> Exercise
Lines before the one containing "Mary Antiochian<br>Orthodox Church</span>" are excluded; reproduce that line and all lines after it in the entries below, exactly.

Top of Data for this exercise

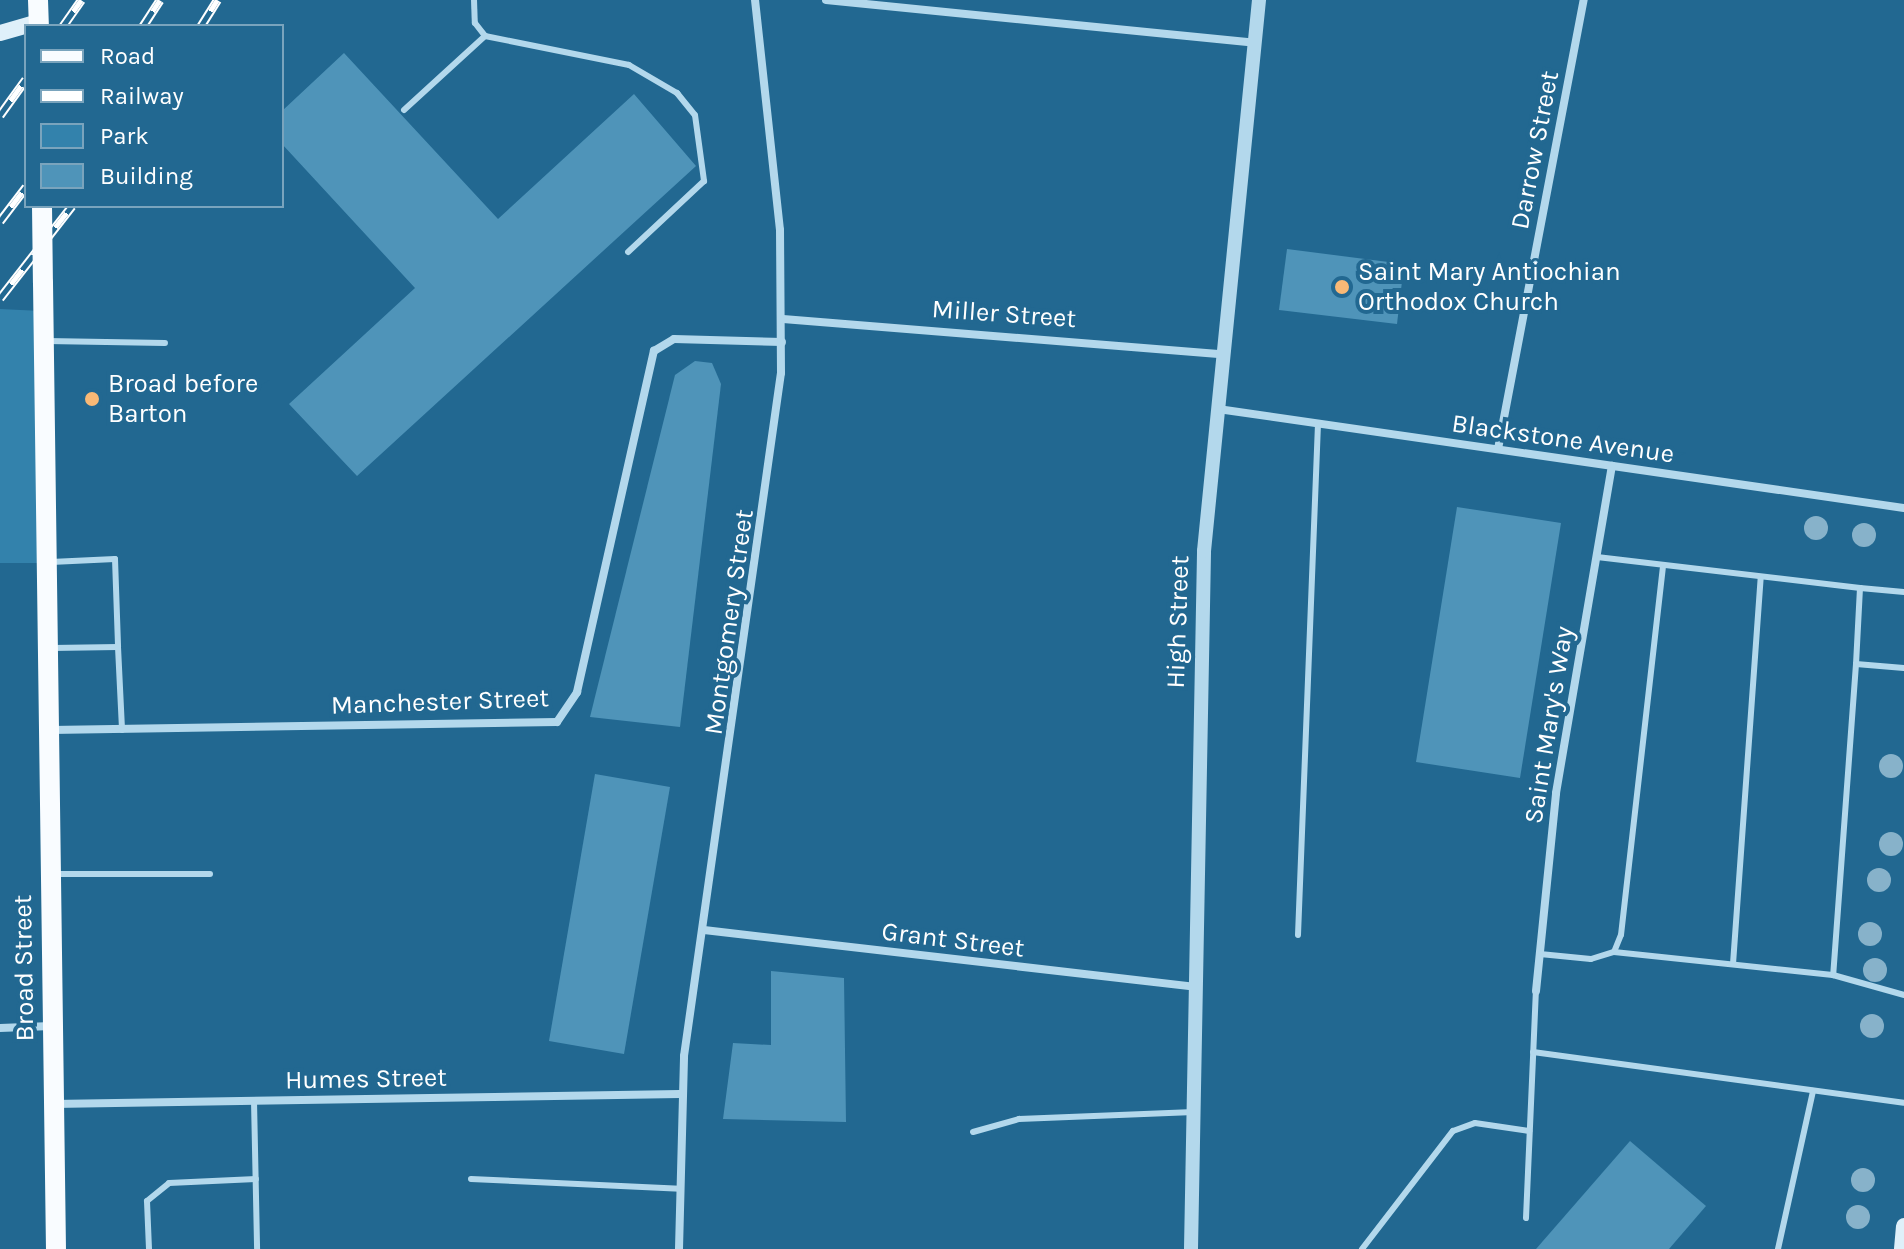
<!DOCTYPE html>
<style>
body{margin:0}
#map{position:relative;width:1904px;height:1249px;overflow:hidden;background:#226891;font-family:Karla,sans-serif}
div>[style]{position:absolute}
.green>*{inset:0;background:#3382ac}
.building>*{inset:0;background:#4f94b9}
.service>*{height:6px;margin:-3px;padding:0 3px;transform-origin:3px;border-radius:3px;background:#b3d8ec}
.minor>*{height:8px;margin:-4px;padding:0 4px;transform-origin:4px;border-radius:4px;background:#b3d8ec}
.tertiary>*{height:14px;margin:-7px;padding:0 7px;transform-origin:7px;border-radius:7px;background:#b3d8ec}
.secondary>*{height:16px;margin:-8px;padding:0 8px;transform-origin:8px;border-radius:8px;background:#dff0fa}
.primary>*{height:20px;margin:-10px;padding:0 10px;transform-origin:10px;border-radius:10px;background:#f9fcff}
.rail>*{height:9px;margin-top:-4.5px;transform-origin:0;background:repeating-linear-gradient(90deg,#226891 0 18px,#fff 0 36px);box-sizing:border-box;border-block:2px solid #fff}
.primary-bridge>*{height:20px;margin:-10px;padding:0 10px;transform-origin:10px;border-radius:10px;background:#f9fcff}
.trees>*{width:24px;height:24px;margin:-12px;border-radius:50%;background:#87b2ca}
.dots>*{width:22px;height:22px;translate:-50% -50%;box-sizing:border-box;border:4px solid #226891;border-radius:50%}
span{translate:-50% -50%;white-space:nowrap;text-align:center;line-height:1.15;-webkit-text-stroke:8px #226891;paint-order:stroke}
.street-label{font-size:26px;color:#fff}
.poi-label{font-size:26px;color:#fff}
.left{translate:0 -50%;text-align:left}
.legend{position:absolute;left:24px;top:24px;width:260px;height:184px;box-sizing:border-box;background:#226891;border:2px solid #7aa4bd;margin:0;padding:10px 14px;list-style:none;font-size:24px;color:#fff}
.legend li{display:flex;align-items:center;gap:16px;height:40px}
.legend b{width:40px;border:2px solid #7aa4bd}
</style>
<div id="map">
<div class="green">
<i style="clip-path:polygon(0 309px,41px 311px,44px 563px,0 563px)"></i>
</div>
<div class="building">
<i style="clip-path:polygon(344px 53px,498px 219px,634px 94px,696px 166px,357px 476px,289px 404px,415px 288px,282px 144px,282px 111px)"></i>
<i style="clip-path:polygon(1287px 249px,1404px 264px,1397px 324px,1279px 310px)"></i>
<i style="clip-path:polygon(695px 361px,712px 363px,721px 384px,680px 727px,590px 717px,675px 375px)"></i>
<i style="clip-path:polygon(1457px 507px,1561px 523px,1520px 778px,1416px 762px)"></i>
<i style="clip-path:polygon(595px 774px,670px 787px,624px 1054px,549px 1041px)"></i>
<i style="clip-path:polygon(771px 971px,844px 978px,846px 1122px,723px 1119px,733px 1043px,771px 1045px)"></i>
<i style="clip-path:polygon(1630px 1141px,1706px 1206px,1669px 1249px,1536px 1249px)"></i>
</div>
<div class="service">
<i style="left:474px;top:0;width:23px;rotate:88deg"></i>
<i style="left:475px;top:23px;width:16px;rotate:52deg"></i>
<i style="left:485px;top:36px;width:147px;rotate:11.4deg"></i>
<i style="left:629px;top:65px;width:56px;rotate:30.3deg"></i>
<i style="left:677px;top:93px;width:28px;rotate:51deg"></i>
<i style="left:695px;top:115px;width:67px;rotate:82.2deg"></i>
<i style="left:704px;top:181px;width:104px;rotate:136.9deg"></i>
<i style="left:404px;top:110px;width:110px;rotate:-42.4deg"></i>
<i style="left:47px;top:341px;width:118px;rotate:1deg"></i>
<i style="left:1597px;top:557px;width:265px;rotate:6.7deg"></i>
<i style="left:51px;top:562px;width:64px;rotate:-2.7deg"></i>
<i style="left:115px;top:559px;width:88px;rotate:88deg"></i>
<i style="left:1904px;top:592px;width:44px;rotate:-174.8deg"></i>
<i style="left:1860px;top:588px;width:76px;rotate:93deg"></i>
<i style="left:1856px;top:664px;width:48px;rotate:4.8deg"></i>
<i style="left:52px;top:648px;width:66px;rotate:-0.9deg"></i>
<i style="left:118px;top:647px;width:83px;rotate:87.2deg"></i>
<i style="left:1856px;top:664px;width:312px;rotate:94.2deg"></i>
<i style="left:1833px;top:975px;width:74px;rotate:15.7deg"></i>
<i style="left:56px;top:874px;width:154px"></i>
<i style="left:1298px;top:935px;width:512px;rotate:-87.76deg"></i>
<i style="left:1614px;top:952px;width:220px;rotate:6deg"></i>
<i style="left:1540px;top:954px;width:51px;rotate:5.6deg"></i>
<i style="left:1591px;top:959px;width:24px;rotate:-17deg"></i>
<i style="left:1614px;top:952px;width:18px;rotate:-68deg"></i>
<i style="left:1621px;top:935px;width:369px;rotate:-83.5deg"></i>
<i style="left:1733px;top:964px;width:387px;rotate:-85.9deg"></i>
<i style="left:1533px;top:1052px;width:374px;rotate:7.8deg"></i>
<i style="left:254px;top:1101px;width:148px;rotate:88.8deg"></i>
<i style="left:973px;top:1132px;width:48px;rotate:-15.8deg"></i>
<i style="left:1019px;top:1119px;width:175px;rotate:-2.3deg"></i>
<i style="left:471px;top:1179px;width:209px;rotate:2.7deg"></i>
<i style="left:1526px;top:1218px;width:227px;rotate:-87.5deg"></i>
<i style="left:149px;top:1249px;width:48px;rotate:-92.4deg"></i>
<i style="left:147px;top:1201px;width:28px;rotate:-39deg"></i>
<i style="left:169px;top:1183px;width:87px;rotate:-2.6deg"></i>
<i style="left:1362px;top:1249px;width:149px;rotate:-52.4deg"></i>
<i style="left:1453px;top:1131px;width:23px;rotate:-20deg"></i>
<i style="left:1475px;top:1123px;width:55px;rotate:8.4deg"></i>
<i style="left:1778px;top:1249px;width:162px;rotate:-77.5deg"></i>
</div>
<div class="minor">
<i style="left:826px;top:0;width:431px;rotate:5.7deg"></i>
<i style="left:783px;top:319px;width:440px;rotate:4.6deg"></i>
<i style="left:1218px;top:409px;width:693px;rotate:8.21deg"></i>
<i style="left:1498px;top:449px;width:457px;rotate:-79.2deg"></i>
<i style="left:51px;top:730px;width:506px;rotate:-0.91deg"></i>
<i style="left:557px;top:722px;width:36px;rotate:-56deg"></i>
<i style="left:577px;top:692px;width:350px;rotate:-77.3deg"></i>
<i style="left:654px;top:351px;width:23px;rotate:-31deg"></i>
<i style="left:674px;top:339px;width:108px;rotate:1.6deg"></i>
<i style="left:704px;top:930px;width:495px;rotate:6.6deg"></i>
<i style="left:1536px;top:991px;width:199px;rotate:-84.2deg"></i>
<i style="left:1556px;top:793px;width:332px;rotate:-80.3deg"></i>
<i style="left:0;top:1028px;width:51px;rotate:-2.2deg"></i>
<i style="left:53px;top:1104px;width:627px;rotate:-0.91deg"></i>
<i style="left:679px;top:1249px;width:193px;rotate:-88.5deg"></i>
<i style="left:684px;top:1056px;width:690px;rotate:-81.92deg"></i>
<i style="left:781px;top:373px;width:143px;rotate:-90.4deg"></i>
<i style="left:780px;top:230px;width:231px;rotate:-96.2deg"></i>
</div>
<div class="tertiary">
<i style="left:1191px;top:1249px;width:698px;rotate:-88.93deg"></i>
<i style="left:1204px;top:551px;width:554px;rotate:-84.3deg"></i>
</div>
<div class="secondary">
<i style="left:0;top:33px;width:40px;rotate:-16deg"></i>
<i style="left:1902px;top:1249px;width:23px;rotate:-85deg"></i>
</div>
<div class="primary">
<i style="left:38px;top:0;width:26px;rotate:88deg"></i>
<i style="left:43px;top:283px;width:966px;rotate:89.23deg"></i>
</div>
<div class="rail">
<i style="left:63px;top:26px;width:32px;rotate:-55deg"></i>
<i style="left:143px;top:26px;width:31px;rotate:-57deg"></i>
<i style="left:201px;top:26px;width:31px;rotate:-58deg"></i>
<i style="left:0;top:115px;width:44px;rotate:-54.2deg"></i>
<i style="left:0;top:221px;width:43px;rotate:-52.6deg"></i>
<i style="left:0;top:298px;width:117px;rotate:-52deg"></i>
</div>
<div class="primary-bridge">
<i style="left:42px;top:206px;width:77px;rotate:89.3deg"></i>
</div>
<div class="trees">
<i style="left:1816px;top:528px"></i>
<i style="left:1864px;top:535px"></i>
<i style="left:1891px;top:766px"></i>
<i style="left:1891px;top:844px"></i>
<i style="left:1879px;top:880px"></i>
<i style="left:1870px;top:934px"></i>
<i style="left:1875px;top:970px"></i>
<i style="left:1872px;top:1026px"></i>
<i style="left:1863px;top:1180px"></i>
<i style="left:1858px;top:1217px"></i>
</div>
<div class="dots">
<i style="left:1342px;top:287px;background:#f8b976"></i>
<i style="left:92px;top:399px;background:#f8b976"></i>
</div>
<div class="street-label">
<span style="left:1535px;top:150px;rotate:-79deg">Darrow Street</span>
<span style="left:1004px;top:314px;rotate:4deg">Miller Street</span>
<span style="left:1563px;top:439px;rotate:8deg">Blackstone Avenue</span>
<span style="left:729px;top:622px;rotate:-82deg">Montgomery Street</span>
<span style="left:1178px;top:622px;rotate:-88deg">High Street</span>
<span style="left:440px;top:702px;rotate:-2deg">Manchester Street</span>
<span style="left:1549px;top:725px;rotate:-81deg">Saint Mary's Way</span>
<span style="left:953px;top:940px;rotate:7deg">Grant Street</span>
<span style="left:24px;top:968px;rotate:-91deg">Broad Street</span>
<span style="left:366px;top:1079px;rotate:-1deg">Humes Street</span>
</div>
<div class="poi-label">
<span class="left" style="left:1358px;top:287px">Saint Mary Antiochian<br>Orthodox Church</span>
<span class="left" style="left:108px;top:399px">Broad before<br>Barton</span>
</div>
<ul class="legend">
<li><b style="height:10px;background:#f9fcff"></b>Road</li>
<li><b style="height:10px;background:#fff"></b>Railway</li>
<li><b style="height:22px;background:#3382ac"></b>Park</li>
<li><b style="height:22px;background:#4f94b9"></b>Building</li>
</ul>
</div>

Bottom of Data for this exercise

> Task answer
<span class="left" style="left:1358px;top:287px">Saint Mary Antiochian<br>Orthodox Church</span>
<span class="left" style="left:108px;top:399px">Broad before<br>Barton</span>
</div>
<ul class="legend">
<li><b style="height:10px;background:#f9fcff"></b>Road</li>
<li><b style="height:10px;background:#fff"></b>Railway</li>
<li><b style="height:22px;background:#3382ac"></b>Park</li>
<li><b style="height:22px;background:#4f94b9"></b>Building</li>
</ul>
</div>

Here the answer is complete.